California is stepping up its legal fight against Amazon, accusing the tech giant of running a broad price fixing scheme that quietly drove up online prices while preserving Amazon’s reputation as the cheapest place to shop. In a new filing, Attorney General Rob Bonta is asking a San Francisco Court for a preliminary injunction to immediately halt the alleged conduct as the state’s antitrust case advances toward a January 2027 trial.
How the Alleged Scheme Worked
According to the motion, discovery in California’s 2022 lawsuit has produced countless interactions in which Amazon, its vendors, and rival retailers allegedly agreed to raise prices or pull lower priced listings from competing sites. Investigators say that, time and again, Amazon contacted vendors after spotting lower prices elsewhere and, under threat of dire consequences, pushed them either to raise prices on competitors’ websites, temporarily remove cheaper offers, or delist products entirely so that Amazon could maintain higher price points without losing sales.

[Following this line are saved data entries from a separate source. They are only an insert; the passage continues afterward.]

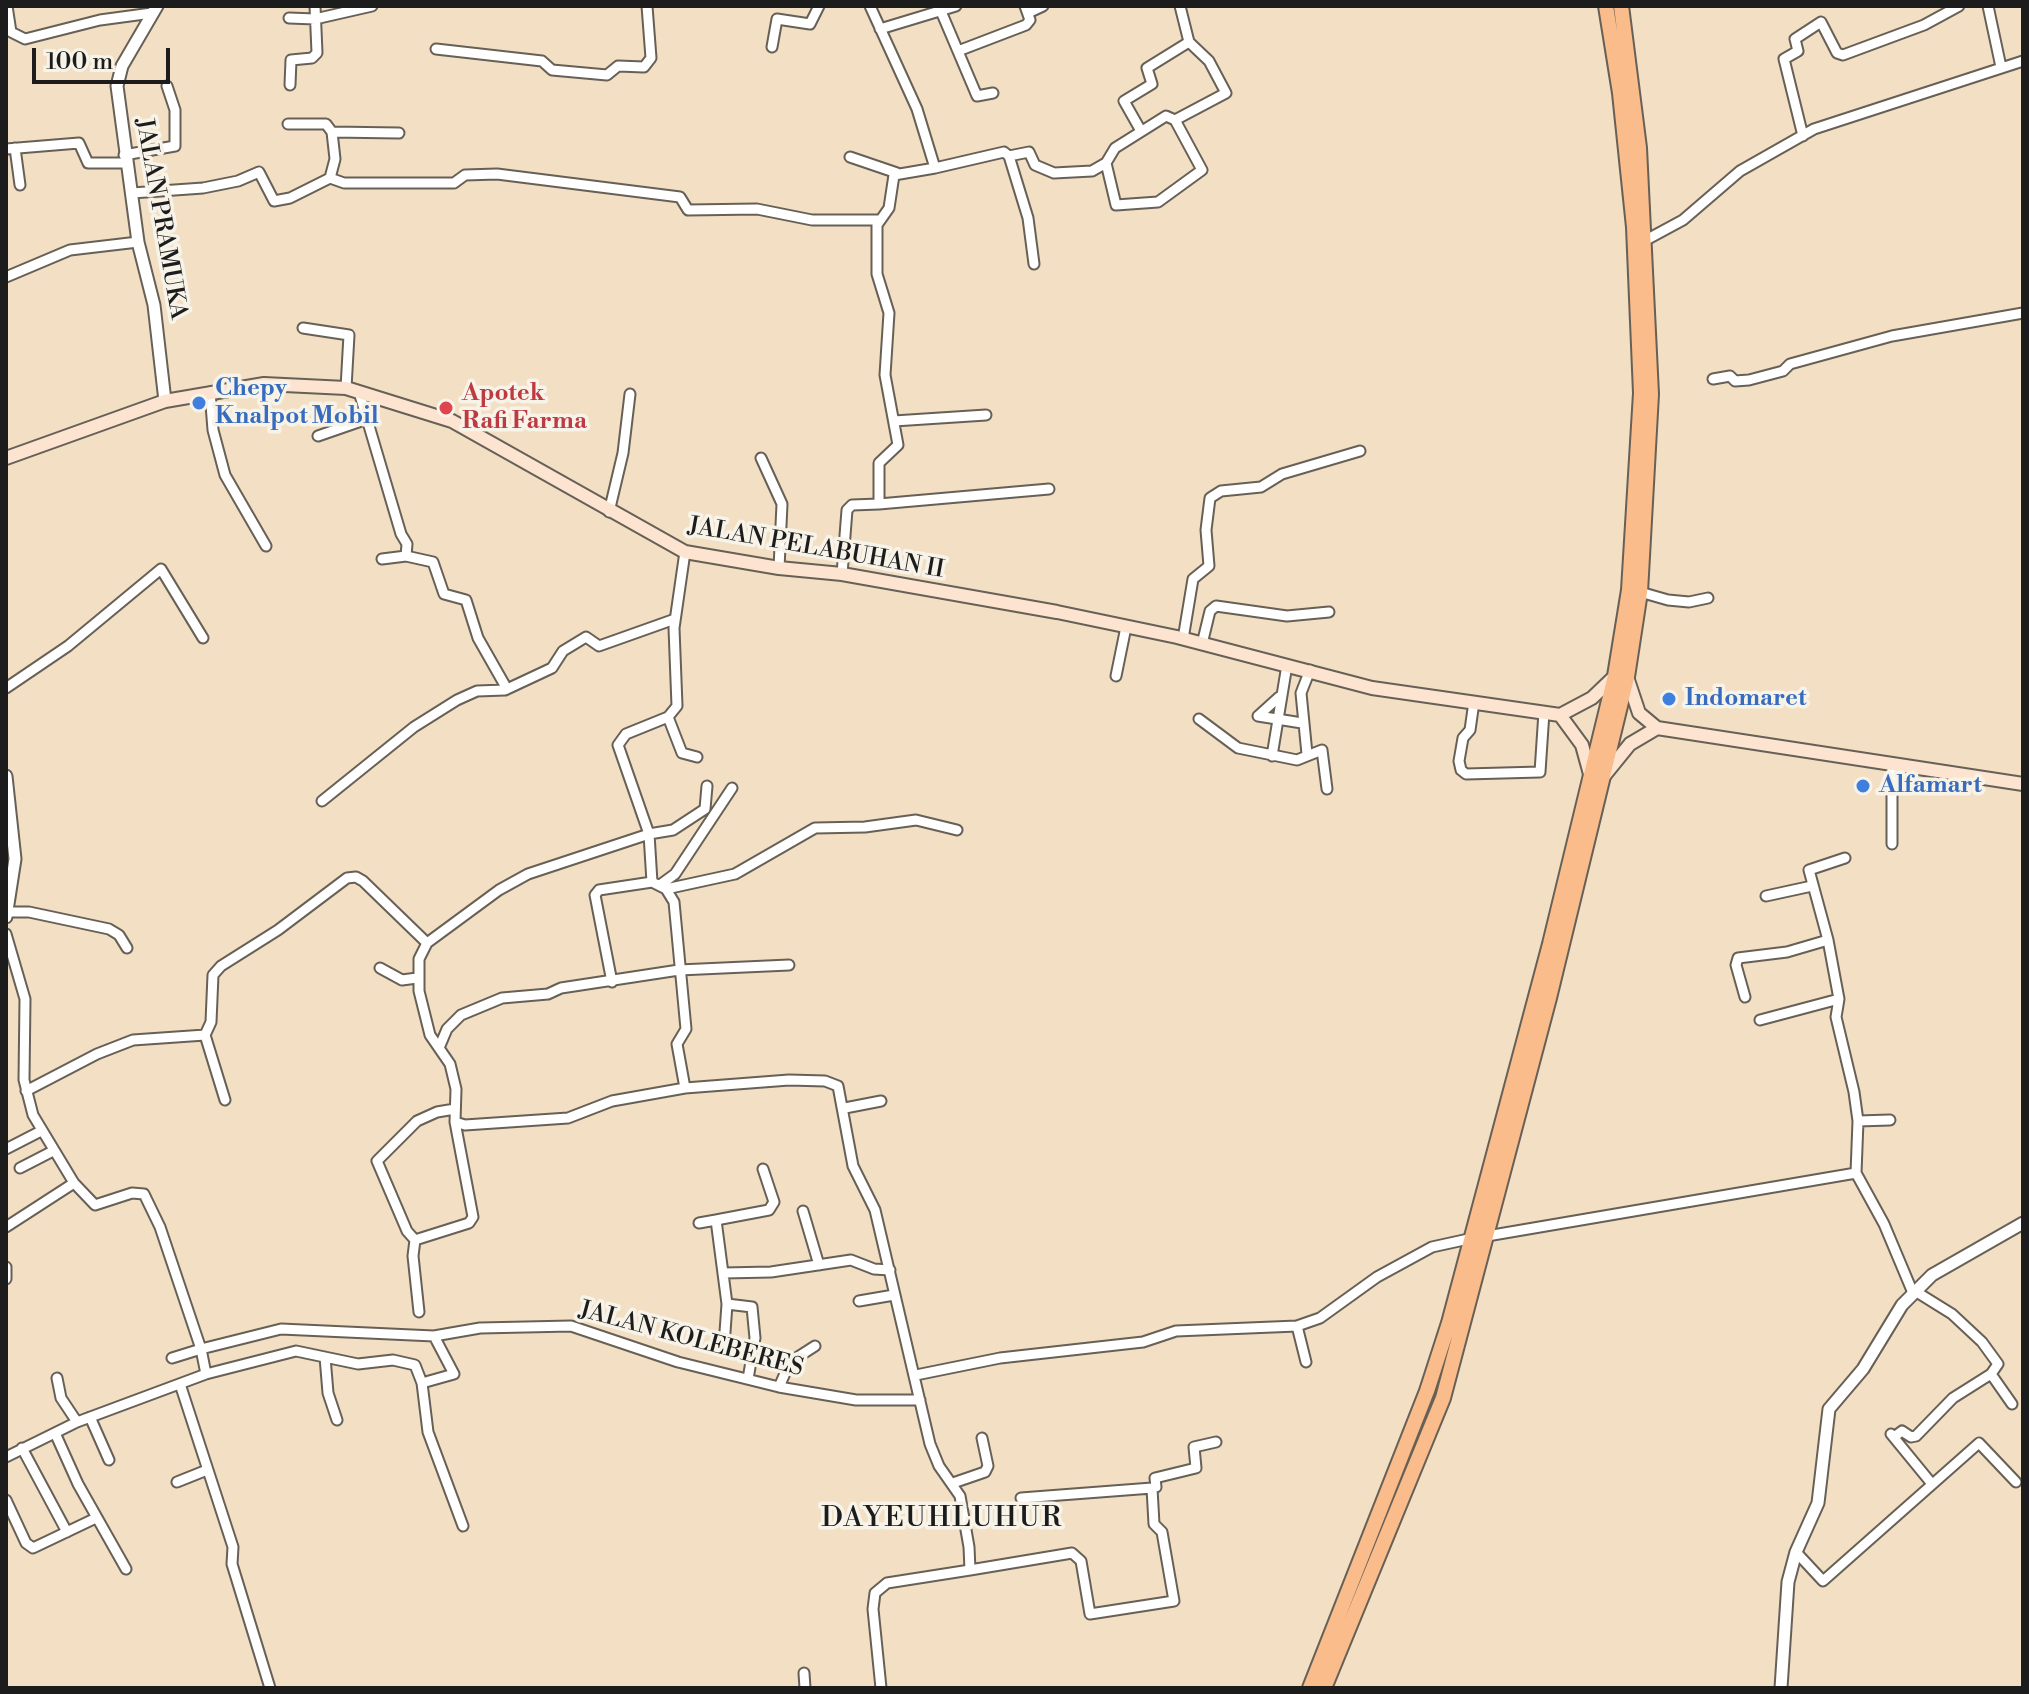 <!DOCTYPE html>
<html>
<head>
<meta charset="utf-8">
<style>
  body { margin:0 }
  #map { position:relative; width:2029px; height:1694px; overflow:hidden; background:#f2dfc4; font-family:"Libre Bodoni",serif }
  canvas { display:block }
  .frame { position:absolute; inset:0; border:8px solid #1c1c1c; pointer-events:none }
  .scale { position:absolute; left:32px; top:48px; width:138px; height:36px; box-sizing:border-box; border:4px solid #1c1c1c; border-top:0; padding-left:10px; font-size:24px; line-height:28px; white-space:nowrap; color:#1c1c1c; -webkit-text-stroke:6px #f7f3e8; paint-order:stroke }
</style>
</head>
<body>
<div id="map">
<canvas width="2029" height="1694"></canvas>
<div class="frame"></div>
<div class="scale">100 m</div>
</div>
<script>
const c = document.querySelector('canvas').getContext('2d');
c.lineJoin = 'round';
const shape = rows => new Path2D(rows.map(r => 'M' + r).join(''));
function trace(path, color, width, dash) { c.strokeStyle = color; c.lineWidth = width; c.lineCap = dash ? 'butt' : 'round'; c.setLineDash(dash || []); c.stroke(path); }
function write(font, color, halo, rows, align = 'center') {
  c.font = font + ' "Libre Bodoni",serif'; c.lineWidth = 7; c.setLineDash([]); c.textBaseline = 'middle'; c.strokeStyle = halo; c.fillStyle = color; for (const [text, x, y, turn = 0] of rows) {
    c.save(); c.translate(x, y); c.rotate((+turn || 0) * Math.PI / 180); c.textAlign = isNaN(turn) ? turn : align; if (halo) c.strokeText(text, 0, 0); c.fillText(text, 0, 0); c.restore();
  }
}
const minor = shape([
  [7,6,11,32,25,39,100,20,152,13],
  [1988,6,2001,67],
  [940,9,977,96,993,93],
  [1028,13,1043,6],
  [289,18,315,19,372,6],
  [880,29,956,6],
  [772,47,777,19,810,24,819,6],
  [436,49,542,61,552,70,607,75,618,66,644,67,651,58,647,6],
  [958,51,1026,25,1030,20,1025,6],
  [290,85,291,60,312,58,317,53,315,6],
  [1175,120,1226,93,1209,61,1189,42,1180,6],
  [1141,131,1124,101,1152,84,1147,68,1189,42],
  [332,132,399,133],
  [1803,136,1784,59,1798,51,1795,39,1821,22,1837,53,1843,55,1924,25,1959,6],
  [15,148,20,185],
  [6,149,79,143,88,163,126,163],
  [124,155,175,146,175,110,167,86],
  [1009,156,1028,218,1034,264],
  [850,157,897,173],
  [935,168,1004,152,1009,156,1029,152,1035,165,1054,173,1092,171,1106,163,1115,148,1166,116,1175,120,1202,170,1158,202,1116,205,1106,163],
  [330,178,344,183,454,183,465,175,497,174,680,197,688,210,757,209,812,220,879,220],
  [132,193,203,188,238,181,259,172,274,201,290,198,330,178,335,159,332,132,326,124,288,124],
  [1646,240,1683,220,1740,171,1814,129,2023,61],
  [6,277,70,250,138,242],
  [303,328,349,335,346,388],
  [1713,379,1730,376,1735,381,1749,380,1783,371,1790,364,1892,336,2023,313],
  [210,392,213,430,225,475,266,546],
  [359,392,401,534,407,544,406,556],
  [894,421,986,415],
  [318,436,367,419],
  [761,458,782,504,779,568],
  [879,504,1049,489],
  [609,512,623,453,630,394],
  [685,552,674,628,677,706,668,717,626,734,618,745,649,834,528,874,499,890,427,943,419,959,419,991,430,1035,450,1064,456,1089,455,1122,465,1125,568,1118,612,1101,685,1088,789,1080,825,1081,838,1086,853,1166,875,1210,930,1444,939,1466,960,1496,969,1547,970,1570,887,1583,875,1593,873,1609,881,1688],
  [382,559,406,556,433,562,444,594,466,600,478,638,507,689],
  [842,574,847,510,852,505,879,504,879,463,898,445,885,375,889,313,877,274,877,225,889,208,894,175,935,168,917,109,870,6],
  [1640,592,1668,600,1689,602,1708,598],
  [1183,639,1193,579,1209,566,1206,530,1210,498,1221,491,1261,487,1282,474,1360,451],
  [1202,644,1210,611,1216,606,1287,616,1329,612],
  [1116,676,1126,627],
  [6,688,68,646,161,569,203,638],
  [1474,702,1470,730,1463,738,1459,761,1461,770,1466,774,1540,772,1544,712],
  [1258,716,1302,723],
  [1258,716,1279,697],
  [668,717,682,753,697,757],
  [1199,719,1238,748,1297,760,1322,750,1327,789],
  [1307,754,1301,693,1310,670],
  [1272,756,1287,665],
  [1892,764,1892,844],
  [322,801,414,727,457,700,477,691,505,690,552,668,563,651,586,637,599,646,675,619],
  [1845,858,1809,870,1828,940,1839,999,1836,1017,1854,1092,1858,1121,1856,1173],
  [660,885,675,874,732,788],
  [666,889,735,874,815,828,865,827,916,820,957,830],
  [1766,896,1812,886],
  [9,912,29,912,109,929,119,935,127,948],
  [6,934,25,999,24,1080,33,1115,74,1183,95,1205,132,1193,144,1194,160,1227,201,1349,281,1329,434,1336,480,1328,571,1326,678,1362,779,1387,856,1400,920,1400],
  [380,968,402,980,417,978],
  [612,982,595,895,599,890,652,882],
  [1745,997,1736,965,1738,958,1787,952,1828,940],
  [1760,1020,1839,999],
  [439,1048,447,1029,461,1015,502,998,548,994,561,988,679,970,789,965],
  [685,1088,677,1044,686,1029,674,902,666,889,652,882,649,834,673,830,705,809,707,786],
  [26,1091,97,1054,133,1040,205,1035],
  [225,1100,205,1035,211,1022,213,975,221,966,278,930,347,878,356,877,363,881,427,943],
  [845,1108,881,1101],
  [1858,1121,1890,1120],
  [6,1149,41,1131],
  [20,1168,53,1151],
  [803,1211,819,1265],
  [716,1220,769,1210,774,1202,763,1169],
  [699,1223,716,1220,727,1304,752,1307,755,1338,748,1379],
  [6,1227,74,1183],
  [1487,1236,1856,1173,1884,1224,1913,1293],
  [415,1240,407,1231,377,1161,417,1121,437,1112,455,1109],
  [6,1267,6,1279],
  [723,1273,771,1272,851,1260,874,1269,890,1270],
  [1915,1291,1952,1314,1982,1342,1998,1364,1991,1374,2012,1404],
  [859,1301,894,1295],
  [419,1312,413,1256,415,1240,469,1223,473,1217,455,1122],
  [1297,1326,1306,1362],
  [724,1346,727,1304],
  [325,1357,328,1393,337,1420],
  [206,1374,296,1351,358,1364,393,1360,415,1365,422,1383,428,1432,463,1526],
  [916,1375,1000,1358,1143,1342,1176,1331,1297,1326,1320,1318,1377,1277,1432,1247,1473,1238],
  [57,1378,61,1398,77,1422],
  [422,1383,454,1374,434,1336],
  [180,1384,233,1547,232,1564,270,1688],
  [779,1387,790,1362,815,1346],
  [90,1417,109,1460],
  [55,1433,78,1484,126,1569],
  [1891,1434,1932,1484],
  [1894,1437,1902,1431,1911,1437,1916,1436,1953,1398,1991,1374],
  [22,1448,67,1532],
  [6,1457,77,1422,206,1374,201,1349,172,1358],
  [177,1482,207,1470],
  [953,1483,985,1472,988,1466,982,1438],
  [1021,1498,1152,1488,1156,1487,1155,1478,1196,1468,1194,1447,1216,1442],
  [6,1500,26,1543,33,1548,96,1518],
  [1796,1552,1823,1581,1979,1443,2016,1482],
  [970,1570,1072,1553,1081,1561,1090,1614,1174,1601,1162,1532,1154,1524,1152,1488],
  [804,1673,805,1688]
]);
const tertiary = shape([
  [157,6,122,66,117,86,138,242,154,305,165,401],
  [6,776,15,859,6,917],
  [1781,1688,1788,1582,1796,1552,1818,1503,1829,1409,1863,1369,1902,1305,1932,1275,2023,1223]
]);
const secondary = shape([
  [6,458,165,401,264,384,346,388,452,421,685,552,779,568,842,574,1057,612,1177,637,1372,688,1560,715],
  [1627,677,1639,713,1657,728,2023,784],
  [1560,715,1582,745,1590,774],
  [1560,715,1592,698,1615,676],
  [1604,776,1630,744,1657,728]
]);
const primary = shape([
  [1310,1688,1427,1391,1449,1323,1550,944,1615,676,1629,590,1641,393,1634,227,1620,93,1606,6],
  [1324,1688,1443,1398,1549,998,1627,677,1640,592,1651,394,1639,148,1621,6]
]);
trace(minor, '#676057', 13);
trace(tertiary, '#676057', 15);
trace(secondary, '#676057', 16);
trace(primary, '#676057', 18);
trace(minor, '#fff', 9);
trace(tertiary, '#fff', 11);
trace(secondary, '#fde4d0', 12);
trace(primary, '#f9bc8a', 14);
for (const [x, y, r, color] of [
  [199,403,8,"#3f7fe0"],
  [446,408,8,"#e0444e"],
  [1669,699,8,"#3f7fe0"],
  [1863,786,8,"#3f7fe0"]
]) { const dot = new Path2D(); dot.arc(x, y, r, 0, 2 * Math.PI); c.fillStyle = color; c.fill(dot); trace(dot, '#f7f3e8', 3); }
write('24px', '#1c1c1c', '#f7f3e8', [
  ["JALAN PRAMUKA",160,219,80],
  ["JALAN PELABUHAN II",816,549,10],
  ["JALAN KOLEBERES",691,1340,15]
]);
write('bold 24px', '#366cbe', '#f7f3e8', [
  ["Chepy",215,389],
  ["Knalpot Mobil",215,417],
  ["Indomaret",1685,699],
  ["Alfamart",1879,786]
], 'left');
write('bold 24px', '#be3a42', '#f7f3e8', [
  ["Apotek",462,394],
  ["Rafi Farma",462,422]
], 'left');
c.letterSpacing = '2px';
write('28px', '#1c1c1c', '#f7f3e8', [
  ["DAYEUHLUHUR",942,1519]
]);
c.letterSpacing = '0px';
</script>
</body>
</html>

There are three main patterns in the motion. First, when Amazon and a rival were price matching in ways that pushed prices down, either Amazon or the competitor, working through a shared vendor, would agree to increase the retail price or make the product temporarily unavailable, allowing the other to match a new, higher market price and increase what consumers paid. Second, when a competing retailer discounted a product, that rival would later raise its price at Amazon’s request, communicated via the vendor, so that Amazon could follow the increase and again raise the price shoppers paid. Third, in cases where a rival offered a lower price than Amazon, vendors allegedly removed the product from the competing site, eliminating the cheaper option so Amazon could raise its own price without fear of being undercut.
Bonta’s Sharp Criticism of Amazon
In a strongly worded statement, Attorney General Bonta said, “My office has uncovered evidence that Amazon bullied vendors to hike up the price of their products sold at other shops, or secured the removal of these products altogether, to ensure Amazon was the cheapest place consumers could find products.”
In other words, while consumers face a crisis of affordability, Amazon blatantly worked to ensure that consumers could not find cheaper products out in the marketplace, all the while raking in unlawful profits from Americans who genuinely thought they were getting the best deal,” said Bonta.
Why Amazon’s Power Matters
The filing emphasizes that Amazon’s market power amplifies the harm. The company has close to 200 million Prime members in the United States, and by its own account, 92% of consumers say they are more likely to buy from Amazon than other e commerce sites, while 56% report visiting the platform daily or a few times a week. Roughly 75% of consumers say they check prices and reviews on Amazon before making a purchase, making it the first stop for product research and a must have distribution channel for merchants, even though overall selling costs there often exceed those on rival platforms. Sellers quoted in the filing describe Amazon as unavoidable, with one saying, We have nowhere else to go and Amazon knows it, and another stating, There is no viable alternative to Amazon for my business.
Policies Already Under Fire
Beyond the newly alleged price fixing patterns, California reiterates earlier claims that Amazon has long used contractual and algorithmic tools to suppress lower prices elsewhere. Merchants, the complaint says, must agree not to offer lower prices on competing sites like Walmart, Target, eBay, or even on their own direct to consumer websites, or face sanctions such as loss of the Buy Box, downgraded listings, demands for payments to make Amazon whole when it price matches, or even suspension from the marketplace. The state argues that this web of restraints prevents genuine price competition and stabilizes online prices above what a competitive market would produce, not because Amazon is more efficient, but because it is breaking the law.
What California Wants the Court To Do
In its motion for a preliminary injunction, California asks the San Francisco Superior Court to bar Amazon from engaging in explicit price fixing agreements with vendors and competitors, from communicating with vendors about other retailers’ pricing, and from using vendors as intermediaries to coordinate price increases or product removals with rival sites or to demand compensation when Amazon matches lower prices elsewhere. The state also seeks broader relief in the underlying lawsuit, including an order permanently stopping Amazon’s alleged anticompetitive behavior and recovering damages for California consumers and the state economy, with trial expected to begin next January.
The case signals that California regulators are prepared to treat behind the scenes pressure on vendors and cross platform pricing tactics as potential price fixing, especially when used by a dominant platform that has become the default starting point for most online shoppers.